The trained network was deployed on the MAX78000 development board using the Eclipse for MAXIM tools. Table 3 presents the computation cost and computation time of deep learning networks when executed on the AI accelerator in the development board. Notably, the frequency of the AI acceleration unit was synchronized with the main processor, which was the ARM Cortex-M4 processor on the MAX78000 board.

From the analysis of Table 3, it can be observed that the FFT, due to its relatively complex network structure, reached the maximum number of neurons (64) in its third layer, requiring more computational time and resources. In contrast, the DCT demonstrated higher efficiency in terms of both the computational cost and time, indicating superior performance.
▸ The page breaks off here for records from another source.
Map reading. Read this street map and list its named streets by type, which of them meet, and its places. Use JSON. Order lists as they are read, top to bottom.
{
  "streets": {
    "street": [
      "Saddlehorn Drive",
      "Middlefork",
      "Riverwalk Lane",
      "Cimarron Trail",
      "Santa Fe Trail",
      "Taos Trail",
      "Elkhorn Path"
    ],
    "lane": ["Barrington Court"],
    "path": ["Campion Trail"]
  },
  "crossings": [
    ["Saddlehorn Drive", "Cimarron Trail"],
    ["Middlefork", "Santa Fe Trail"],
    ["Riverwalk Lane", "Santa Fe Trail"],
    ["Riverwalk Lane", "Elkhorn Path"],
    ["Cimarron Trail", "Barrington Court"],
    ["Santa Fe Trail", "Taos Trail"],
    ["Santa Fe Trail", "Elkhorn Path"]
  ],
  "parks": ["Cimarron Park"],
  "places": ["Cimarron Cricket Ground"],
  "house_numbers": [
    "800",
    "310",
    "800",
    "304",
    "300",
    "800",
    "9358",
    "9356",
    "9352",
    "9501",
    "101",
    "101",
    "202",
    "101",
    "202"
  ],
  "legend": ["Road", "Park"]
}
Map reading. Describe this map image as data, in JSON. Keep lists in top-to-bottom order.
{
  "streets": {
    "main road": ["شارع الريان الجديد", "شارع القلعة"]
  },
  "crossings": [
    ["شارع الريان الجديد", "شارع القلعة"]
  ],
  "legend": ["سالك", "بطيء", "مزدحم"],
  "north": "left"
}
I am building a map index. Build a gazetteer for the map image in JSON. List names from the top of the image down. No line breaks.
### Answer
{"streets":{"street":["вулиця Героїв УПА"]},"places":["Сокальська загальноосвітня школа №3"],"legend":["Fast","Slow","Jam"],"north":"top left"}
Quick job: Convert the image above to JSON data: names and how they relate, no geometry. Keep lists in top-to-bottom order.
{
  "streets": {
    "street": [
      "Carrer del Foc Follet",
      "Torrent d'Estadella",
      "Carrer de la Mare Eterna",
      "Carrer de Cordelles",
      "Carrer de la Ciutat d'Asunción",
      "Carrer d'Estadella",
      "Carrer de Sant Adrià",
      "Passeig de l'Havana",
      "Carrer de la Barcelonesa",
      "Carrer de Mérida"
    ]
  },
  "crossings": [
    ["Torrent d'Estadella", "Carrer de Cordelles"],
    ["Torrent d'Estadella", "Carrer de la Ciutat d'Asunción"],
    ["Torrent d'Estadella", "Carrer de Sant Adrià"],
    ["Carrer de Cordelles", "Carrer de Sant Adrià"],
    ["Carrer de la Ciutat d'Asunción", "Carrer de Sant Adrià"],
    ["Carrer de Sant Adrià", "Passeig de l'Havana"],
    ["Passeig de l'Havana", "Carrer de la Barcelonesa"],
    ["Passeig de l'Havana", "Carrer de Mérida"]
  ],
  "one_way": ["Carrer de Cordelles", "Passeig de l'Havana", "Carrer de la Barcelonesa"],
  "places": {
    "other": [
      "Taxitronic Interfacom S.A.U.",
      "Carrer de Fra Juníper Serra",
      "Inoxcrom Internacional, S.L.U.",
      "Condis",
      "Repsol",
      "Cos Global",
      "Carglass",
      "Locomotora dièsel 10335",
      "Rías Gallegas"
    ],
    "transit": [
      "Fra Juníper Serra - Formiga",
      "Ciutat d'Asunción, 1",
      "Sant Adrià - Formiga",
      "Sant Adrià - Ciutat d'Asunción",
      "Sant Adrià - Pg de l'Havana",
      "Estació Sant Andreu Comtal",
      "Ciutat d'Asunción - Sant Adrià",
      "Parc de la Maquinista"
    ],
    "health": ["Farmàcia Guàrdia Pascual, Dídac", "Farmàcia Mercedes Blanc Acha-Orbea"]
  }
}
Although the computation time for the FIR and IIR was relatively long, it remained within an acceptable range. In the network structures of both the FIR and IIR, the number of neurons in each layer was the same; however, there was a significant difference in the computational cost as shown in Table 3. This discrepancy may be attributed to the fact that the IIR calculations involve feedback, resulting in lower utilization of the AI acceleration unit’s computational modules, with the majority of resources being consumed by data transmission and waiting.

4. Performance Evaluation

To further evaluate the performance of the approximate computation on the AI accelerator in the previous section, the FFT, DCT, FIR, and IIR operations were implemented on the ARM Cortex-M4 processor based on the MAX78000. The Cortex-M4 is a high-performance low-power processor with DSP extension function. The CMSIS-DSP library provided by ARM can implement various efficient signal processing for embedded systems based on Cortex-M4.

By using the same test data, the CMSIS-DSP functions were used to implement the FFT, DCT, FIR and IIR. Table 4 presents the computation cost and computation time achieved through the CMSIS-DSP library. As described in the previous section, the frequency of the Cortex-M4 processor is the same as that of the AI accelerator unit, so the calculation time was directly used to evaluate the performance.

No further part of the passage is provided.